Snapshots
A database snapshot captures a static view of your database at a certain point in time. In terms of streaming pipelines, a snapshot allows you to establish an up-to-date view of the database before streaming begins, giving you a baseline from which to begin streaming changes.
All source connectors have two snapshot options: initial snapshot and on-demand snapshot, described in detail below. You will select which of these options to use when you create the streaming pipeline.
Initial snapshot
Initial snapshot allows you to take an initial snapshot of the specified tables when the pipeline is started. The initial snapshot captures the current state of the data in those tables at the beginning of the pipeline execution. By enabling this option, you ensure that the pipeline starts with the most recent data available.
- An initial snapshot only impacts the pipeline during its first startup.
- A pipeline is considered to be in its first startup under the following conditions:
- The target location is empty.
- The last-known location in the database logs is unknown or invalid.

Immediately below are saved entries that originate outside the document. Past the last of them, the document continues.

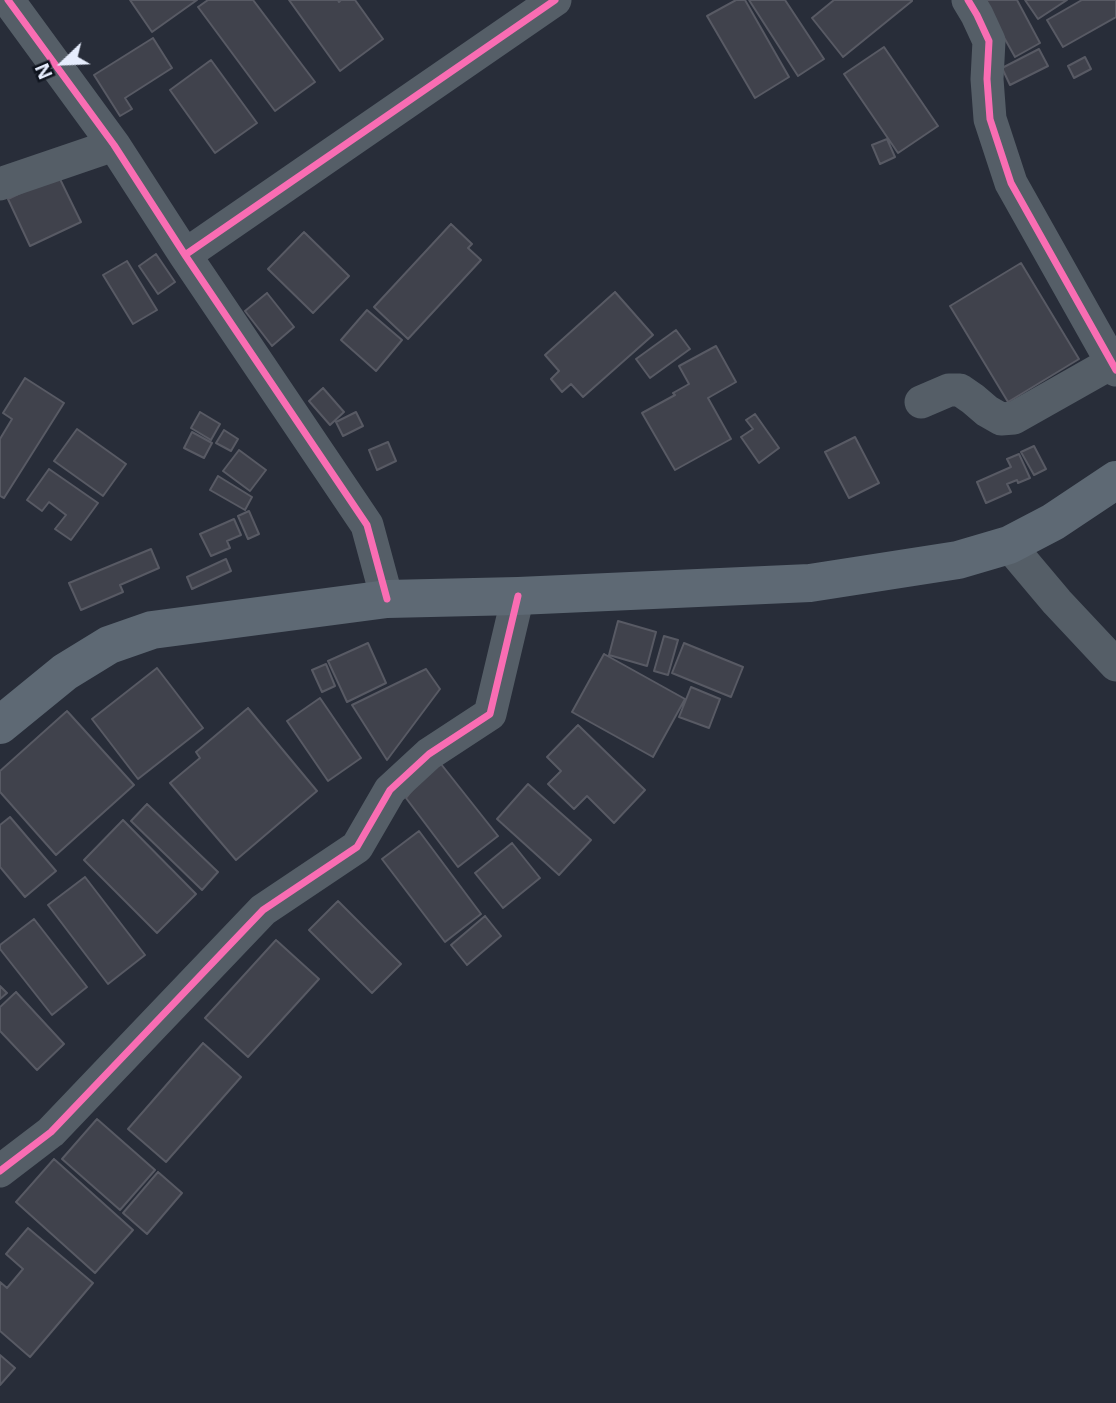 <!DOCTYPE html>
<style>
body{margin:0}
#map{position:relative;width:1116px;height:1403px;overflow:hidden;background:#282d39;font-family:"Open Sans",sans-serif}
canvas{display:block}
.north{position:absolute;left:28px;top:28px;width:70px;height:70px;-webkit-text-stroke:5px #0e131d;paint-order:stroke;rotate:247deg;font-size:19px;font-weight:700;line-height:28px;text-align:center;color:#e6edfd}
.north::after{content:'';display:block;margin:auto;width:24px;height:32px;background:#e6edfd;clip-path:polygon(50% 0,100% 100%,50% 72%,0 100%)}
</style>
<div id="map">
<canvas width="1116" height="1403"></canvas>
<div class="north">N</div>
</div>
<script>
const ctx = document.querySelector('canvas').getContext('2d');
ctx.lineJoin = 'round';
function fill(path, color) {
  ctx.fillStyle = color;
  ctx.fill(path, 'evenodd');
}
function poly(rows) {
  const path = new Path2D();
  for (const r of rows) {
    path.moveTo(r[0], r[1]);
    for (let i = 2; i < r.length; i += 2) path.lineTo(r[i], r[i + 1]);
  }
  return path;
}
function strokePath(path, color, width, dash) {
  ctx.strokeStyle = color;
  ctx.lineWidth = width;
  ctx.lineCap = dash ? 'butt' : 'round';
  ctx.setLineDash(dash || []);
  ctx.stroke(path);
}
const building = poly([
 [130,0,197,0,152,32,130,0],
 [208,0,253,0,315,82,275,111,198,7,208,0],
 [289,0,338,0,339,2,341,0,355,0,383,39,340,71,289,0],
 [736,0,745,0,789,77,755,98,707,16,736,0],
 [749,0,785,0,824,59,798,76,749,0],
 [834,0,912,0,912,1,843,57,812,18,834,0],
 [983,0,1017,0,1040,43,1015,57,983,0],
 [1025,0,1067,0,1038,19,1025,0],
 [1082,0,1116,0,1116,17,1063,47,1047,20,1082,0],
 [153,38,172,68,125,98,132,109,120,116,94,75,153,38],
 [884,47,938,126,898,153,844,74,884,47],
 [1039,49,1048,66,1010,85,1002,68,1039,49],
 [1085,57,1091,69,1074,78,1068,66,1085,57],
 [211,60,257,123,215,153,170,90,211,60],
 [887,139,895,157,880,164,872,145,887,139],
 [58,175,81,222,30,246,8,199,58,175],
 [451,224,472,244,468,248,481,260,408,339,374,307,451,224],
 [304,232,349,276,313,313,268,269,304,232],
 [156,254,175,282,158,294,139,266,156,254],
 [127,261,157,310,133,324,103,275,127,261],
 [1021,263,1079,359,1008,402,950,306,1021,263],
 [615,292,653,335,583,397,571,384,562,392,551,379,559,371,545,355,615,292],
 [267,293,294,327,272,346,245,311,267,293],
 [367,310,402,340,376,371,341,340,367,310],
 [676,330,690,349,650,378,636,359,676,330],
 [716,346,736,382,708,398,731,439,675,470,642,413,675,395,673,393,689,384,679,366,716,346],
 [25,378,64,403,4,498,0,496,0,439,12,419,3,413,25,378],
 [323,388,344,412,330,425,309,401,323,388],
 [200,412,220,424,211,440,191,428,200,412],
 [356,412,363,426,343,436,336,422,356,412],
 [755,414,779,448,759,463,741,437,753,429,746,420,755,414],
 [77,429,126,464,103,496,54,461,77,429],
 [224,430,238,439,231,451,216,443,224,430],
 [192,432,212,443,204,458,184,448,192,432],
 [855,437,879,483,849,498,825,452,855,437],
 [388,442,396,461,377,470,369,450,388,442],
 [1034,446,1046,469,1034,475,1021,452,1034,446],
 [239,450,266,470,250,491,223,471,239,450],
 [1019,454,1030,478,1018,483,1017,480,1007,484,1011,492,986,503,977,482,1011,467,1007,459,1019,454],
 [49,469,98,503,71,540,55,529,66,515,49,502,42,511,27,500,49,469],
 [218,476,252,497,245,510,210,490,218,476],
 [249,511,259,534,248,539,238,516,249,511],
 [234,519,241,535,227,541,230,548,211,556,200,534,234,519],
 [151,549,159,568,120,585,123,592,81,610,69,583,151,549],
 [226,559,231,571,192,589,187,577,226,559],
 [618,621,656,632,647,666,609,655,618,621],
 [664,636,678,640,668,675,654,671,664,636],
 [368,643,386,683,347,702,328,661,368,643],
 [684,643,743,667,731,697,672,673,684,643],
 [604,654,685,699,653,757,572,712,604,654],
 [326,664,335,686,322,692,312,670,326,664],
 [157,668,203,728,138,779,92,719,157,668],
 [426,669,440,689,387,760,352,705,426,669],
 [691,687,720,699,709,728,679,717,691,687],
 [320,698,361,758,328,781,287,721,320,698],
 [248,708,317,791,236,860,170,783,200,758,196,752,248,708],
 [67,711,134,785,56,855,0,792,0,771,67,711],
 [578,725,645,790,614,823,587,796,574,809,548,784,561,771,547,757,578,725],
 [437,759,498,836,458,867,406,798,437,759],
 [528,784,591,840,559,875,497,819,528,784],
 [147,804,218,872,202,890,131,821,147,804],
 [10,817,56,871,25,897,0,867,0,825,10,817],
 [123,820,196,894,157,933,84,860,123,820],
 [419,831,481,914,445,942,382,859,419,831],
 [512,843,540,878,503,908,475,873,512,843],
 [85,877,145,955,108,984,48,905,85,877],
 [338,901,401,964,372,993,309,930,338,901],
 [485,916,501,936,467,965,451,945,485,916],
 [34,919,87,987,52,1015,0,949,0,945,34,919],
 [276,940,319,979,248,1057,205,1018,276,940],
 [0,986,7,993,0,999,0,986],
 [16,992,64,1044,37,1070,0,1031,0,1007,16,992],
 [203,1043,241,1077,166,1162,128,1129,203,1043],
 [97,1119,155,1170,120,1210,62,1159,97,1119],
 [54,1159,133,1230,95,1273,16,1202,54,1159],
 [158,1172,182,1193,147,1234,123,1213,158,1172],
 [28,1228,93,1283,30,1357,0,1331,0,1282,7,1288,23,1269,6,1254,28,1228],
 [0,1355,15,1368,0,1385,0,1355]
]);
fill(building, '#40424c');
strokePath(building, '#585a64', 2);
strokePath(poly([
 [8,0,114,145,185,255,367,525,387,599],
 [968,0,977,15,989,41,987,79,990,119,1011,183,1116,370],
 [0,184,114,145],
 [185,255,555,0],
 [921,402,949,390,960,390,973,399,987,411,1001,419,1014,418,1111,363],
 [1009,545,1057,602,1116,665],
 [0,1171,51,1132,263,910,357,847,390,790,429,754,490,714,518,596]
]), '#555e67', 33);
strokePath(poly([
 [0,725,65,672,109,645,152,630,387,599,518,596,810,583,958,560,1009,545,1053,522,1116,480]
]), '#5e6974', 38);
strokePath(poly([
 [8,0,114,145,185,255,367,525,387,599],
 [968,0,977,15,989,41,987,79,990,119,1011,183,1116,370],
 [185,255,555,0],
 [0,1171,51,1132,263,910,357,847,390,790,429,754,490,714,518,596]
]), '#f96db3', 7);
</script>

- If initial snapshots are enabled, the connector will fetch all historical data from the configured tables. During the initial snapshot process, the pipeline will have a SNAPSHOTTING status. If the pipeline is stopped before the snapshot concludes, the initial snapshot will start again when the pipeline is restarted.
- Once the initial snapshot is finished, the pipeline transitions to a STREAMING status. After this point, any changes that occur in the database will be streamed, ensuring that the target remains synchronized with the source database.
- If the initial snapshot option is disabled, the pipeline will immediately have a STREAMING status when it's started. Only changes made to the database from that point on will be streamed to the target.
On-demand snapshot
On-demand snapshot allows you to trigger snapshots for specific tables in the pipeline manually. This means that new tables can be added to the capture list after the pipeline's initial startup, and snapshots for those tables can be triggered as needed. On-demand snapshots are useful when you want to capture specific points in time or when you need to dynamically expand the set of tables being captured without losing historical data.
- Enabling on-demand snapshots lets you trigger snapshots for newly added tables in the pipeline. This ensures that historical data from the newly added tables is captured without any loss.
- While an on-demand snapshot is in progress, the pipeline will display a SNAPSHOTTING status. If the pipeline is stopped during the snapshot process, the snapshot will resume on pipeline restart.
- After the on-demand snapshot is finished, the pipeline returns to a STREAMING status. At this point, all tables in the target location will be synchronized with the source.
- To enable on-demand snapshots, a signal table must be configured in the source database. This table is tracked by the connector and automatically triggers snapshots when it receives a signal.
Note
- An on-demand snapshot cannot be triggered on tables that don't have a primary key.
- Schema changes while a pipeline has a SNAPSHOTTING status should be avoided, and will cause the pipeline to fail if they occur.